## Records

/---

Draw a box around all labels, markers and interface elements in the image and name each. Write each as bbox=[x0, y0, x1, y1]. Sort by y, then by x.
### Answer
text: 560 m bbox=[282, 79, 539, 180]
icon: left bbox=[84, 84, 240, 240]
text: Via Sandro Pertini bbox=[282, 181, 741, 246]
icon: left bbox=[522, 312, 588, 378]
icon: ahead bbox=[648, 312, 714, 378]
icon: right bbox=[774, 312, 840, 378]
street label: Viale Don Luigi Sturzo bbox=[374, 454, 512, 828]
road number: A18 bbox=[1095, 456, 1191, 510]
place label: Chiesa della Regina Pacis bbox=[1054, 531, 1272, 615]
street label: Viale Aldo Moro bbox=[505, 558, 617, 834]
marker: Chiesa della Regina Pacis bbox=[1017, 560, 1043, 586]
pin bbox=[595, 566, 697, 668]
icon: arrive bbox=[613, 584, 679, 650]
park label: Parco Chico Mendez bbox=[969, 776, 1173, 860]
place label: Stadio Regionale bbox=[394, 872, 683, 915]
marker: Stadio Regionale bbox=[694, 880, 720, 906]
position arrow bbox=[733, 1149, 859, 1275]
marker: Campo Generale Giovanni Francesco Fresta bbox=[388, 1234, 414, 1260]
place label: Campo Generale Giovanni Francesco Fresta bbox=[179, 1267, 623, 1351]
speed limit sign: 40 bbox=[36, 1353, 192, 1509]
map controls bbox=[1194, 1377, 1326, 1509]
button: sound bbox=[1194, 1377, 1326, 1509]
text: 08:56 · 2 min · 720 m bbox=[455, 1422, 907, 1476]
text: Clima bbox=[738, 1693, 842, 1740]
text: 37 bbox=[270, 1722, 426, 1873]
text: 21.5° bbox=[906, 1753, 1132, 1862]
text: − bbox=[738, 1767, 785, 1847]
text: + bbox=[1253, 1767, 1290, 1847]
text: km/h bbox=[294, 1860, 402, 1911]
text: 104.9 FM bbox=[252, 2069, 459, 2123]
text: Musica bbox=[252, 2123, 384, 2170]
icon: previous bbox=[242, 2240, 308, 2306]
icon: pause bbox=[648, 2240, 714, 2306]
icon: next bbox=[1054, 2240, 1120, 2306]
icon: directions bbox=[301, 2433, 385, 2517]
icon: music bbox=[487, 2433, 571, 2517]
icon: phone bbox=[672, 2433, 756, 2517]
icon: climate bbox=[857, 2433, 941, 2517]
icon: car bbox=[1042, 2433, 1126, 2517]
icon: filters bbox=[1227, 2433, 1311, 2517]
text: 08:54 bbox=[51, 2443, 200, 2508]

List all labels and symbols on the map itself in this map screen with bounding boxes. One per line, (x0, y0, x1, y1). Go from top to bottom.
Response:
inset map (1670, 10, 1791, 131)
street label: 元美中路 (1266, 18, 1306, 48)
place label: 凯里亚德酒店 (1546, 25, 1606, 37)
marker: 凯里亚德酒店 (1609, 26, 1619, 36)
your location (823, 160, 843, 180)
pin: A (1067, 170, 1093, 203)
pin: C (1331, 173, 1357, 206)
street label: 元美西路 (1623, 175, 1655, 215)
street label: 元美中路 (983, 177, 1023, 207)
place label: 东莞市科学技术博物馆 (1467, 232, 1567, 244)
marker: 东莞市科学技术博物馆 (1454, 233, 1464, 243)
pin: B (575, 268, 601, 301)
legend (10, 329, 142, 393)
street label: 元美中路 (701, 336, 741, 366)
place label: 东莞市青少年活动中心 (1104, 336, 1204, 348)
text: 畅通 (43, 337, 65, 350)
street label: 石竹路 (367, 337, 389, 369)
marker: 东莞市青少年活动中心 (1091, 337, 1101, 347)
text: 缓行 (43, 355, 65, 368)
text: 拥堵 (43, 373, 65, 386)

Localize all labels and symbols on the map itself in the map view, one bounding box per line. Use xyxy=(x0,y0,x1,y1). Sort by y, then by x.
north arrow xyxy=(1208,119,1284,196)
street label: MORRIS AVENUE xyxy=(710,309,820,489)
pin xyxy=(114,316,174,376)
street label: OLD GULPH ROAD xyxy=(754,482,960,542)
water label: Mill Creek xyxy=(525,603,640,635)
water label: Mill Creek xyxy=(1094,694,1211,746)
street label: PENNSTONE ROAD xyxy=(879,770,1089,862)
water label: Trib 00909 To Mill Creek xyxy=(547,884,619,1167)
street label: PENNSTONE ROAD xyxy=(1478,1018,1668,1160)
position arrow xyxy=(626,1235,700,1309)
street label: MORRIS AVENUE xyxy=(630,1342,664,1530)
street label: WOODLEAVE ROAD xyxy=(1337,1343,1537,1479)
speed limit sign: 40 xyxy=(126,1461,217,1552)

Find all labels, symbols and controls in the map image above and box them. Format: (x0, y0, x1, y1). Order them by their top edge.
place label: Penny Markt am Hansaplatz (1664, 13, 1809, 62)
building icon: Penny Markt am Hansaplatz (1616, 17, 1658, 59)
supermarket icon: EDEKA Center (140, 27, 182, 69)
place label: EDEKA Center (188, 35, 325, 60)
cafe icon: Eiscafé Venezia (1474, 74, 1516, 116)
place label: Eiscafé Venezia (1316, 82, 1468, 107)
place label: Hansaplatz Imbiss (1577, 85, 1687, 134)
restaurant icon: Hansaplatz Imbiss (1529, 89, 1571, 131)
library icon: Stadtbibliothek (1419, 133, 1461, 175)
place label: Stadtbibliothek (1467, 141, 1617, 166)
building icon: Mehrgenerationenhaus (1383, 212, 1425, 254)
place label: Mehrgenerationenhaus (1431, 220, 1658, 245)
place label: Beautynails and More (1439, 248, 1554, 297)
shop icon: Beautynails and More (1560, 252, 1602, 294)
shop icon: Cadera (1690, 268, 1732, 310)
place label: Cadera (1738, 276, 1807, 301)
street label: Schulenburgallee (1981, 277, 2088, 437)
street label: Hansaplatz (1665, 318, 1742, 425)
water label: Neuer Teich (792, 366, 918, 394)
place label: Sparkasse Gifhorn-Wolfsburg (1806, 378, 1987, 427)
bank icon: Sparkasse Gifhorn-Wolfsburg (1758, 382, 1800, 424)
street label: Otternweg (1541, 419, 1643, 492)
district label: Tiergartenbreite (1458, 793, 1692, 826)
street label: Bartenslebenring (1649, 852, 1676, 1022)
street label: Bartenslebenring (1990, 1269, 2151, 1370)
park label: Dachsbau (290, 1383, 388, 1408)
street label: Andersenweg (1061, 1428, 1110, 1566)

\---

## Task objective
Report how many lines in the data above contain "Imbiss", without any other words.

## Answer space
2